High risk clients: Furloughed workers and self-employed with Covid grants refused mortgages
Furloughed workers and self-employed people who have received government grants during the pandemic have been refused mortgages by some of the UK’s major banks.
This comes as some brokers argued that banks see people who have received Covid-related grants as high risk.
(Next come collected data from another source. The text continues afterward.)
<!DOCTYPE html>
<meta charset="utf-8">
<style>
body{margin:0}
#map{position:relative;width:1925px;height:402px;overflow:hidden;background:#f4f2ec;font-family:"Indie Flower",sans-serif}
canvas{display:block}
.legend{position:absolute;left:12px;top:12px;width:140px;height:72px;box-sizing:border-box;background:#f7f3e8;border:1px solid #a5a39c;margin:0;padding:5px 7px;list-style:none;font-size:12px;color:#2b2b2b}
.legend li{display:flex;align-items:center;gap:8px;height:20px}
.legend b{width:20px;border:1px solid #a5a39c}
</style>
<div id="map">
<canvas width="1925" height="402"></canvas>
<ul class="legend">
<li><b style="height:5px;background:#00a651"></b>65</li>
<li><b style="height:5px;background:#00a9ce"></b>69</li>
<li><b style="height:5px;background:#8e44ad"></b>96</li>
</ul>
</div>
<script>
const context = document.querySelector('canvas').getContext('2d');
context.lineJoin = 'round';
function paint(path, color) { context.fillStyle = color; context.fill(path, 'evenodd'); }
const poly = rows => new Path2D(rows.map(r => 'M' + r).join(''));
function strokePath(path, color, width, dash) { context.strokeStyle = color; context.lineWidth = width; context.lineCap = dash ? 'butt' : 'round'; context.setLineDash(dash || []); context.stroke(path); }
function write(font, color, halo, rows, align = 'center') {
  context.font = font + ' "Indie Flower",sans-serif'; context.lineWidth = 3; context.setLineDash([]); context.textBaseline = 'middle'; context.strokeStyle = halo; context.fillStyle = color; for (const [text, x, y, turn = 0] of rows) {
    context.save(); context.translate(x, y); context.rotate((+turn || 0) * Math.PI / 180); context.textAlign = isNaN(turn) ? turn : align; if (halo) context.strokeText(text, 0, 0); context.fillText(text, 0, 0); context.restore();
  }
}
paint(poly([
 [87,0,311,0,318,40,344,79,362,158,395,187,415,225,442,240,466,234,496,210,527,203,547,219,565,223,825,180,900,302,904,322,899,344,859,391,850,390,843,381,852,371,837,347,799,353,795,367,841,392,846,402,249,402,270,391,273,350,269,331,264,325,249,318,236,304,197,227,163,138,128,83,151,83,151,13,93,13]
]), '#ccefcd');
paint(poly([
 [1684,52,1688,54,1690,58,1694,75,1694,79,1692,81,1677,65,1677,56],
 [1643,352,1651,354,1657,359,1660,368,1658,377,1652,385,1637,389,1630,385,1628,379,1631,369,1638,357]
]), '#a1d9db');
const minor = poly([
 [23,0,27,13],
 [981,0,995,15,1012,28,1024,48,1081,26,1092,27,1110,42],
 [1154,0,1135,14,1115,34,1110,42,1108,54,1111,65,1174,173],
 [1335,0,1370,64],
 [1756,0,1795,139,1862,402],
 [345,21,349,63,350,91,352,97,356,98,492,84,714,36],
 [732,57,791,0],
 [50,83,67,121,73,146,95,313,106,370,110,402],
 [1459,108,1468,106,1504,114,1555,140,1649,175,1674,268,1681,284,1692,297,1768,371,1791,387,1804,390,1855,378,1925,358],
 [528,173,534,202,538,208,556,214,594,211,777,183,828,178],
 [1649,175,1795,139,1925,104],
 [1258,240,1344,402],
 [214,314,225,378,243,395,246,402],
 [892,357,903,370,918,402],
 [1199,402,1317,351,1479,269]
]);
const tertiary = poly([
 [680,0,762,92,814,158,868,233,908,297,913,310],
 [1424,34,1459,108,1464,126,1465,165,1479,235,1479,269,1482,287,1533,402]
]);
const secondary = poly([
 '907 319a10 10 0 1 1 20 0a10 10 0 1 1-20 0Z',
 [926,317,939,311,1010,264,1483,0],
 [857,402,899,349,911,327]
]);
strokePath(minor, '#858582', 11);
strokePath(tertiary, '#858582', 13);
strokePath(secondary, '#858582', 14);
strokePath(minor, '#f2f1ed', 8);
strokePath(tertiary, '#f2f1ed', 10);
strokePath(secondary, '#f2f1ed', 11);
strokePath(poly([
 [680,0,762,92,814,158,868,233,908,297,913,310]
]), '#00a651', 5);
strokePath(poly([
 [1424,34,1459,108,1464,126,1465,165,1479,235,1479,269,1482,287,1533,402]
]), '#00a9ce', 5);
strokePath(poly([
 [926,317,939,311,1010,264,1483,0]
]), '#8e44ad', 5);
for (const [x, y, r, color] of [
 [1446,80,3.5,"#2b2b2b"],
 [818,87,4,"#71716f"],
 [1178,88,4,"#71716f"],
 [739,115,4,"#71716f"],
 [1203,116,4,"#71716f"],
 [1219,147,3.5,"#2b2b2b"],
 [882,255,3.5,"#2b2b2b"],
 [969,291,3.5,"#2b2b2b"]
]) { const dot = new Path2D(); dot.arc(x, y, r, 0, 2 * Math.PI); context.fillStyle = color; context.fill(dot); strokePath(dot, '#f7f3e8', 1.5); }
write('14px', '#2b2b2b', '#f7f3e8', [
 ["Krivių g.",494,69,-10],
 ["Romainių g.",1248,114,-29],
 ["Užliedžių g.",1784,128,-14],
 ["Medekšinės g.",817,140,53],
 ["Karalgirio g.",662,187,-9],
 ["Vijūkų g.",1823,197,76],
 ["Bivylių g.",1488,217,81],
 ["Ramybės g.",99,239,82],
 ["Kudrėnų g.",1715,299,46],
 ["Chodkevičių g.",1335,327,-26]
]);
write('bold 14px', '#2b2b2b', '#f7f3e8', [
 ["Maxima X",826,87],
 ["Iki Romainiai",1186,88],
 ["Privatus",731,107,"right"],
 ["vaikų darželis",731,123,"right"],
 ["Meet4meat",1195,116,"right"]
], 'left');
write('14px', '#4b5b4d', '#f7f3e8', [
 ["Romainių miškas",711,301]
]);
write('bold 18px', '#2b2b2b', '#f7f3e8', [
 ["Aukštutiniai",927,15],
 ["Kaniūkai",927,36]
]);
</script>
Two of the UK’s biggest high street banks, NatWest and the Royal Bank of Scotland, are reportedly refusing mortgage applications from people who took the government’s self-employment income support scheme (SEISS) grant.
With lenders taking the last two years of accounts on board, this may mean the Covid pandemic will still have an impact on mortgage applications from self-employed workers until 2023.
This has also led to some banking giants to ask for steeper deposits with Metro Bank asking for 20 percent or more if self-employed people take out an SEISS grant.
Furlough
Mortgage applications from furloughed workers will not be accepted by banks including Lloyds and Yorkshire Building Society, meaning furloughed income will not be considered as part of their affordability assessment.
“We are calling on lenders to look at how businesses were performing before the pandemic, as a more likely guide for how they will perform afterwards,” said Andrew Montlake, a broker at Coreco.
A Finanial Conduct Authority (FCA) spokesperson said the SEISS grant or support of this kind “should not, of themselves, prevent people from being able to access credit.”
“Lenders are required to treat customers fairly when they apply for a mortgage,” the spokesperson added.
Nearly 60 percent of self-employed borrowers said they felt penalised by lenders because they worked for themselves when applying for a mortgage, according to a survey carried out by the Association of Independent Professionals and the Self-employed (IPSE).
UK Finance said in order to make mortgages more affordable in the future, lenders must carry out a thorough income check.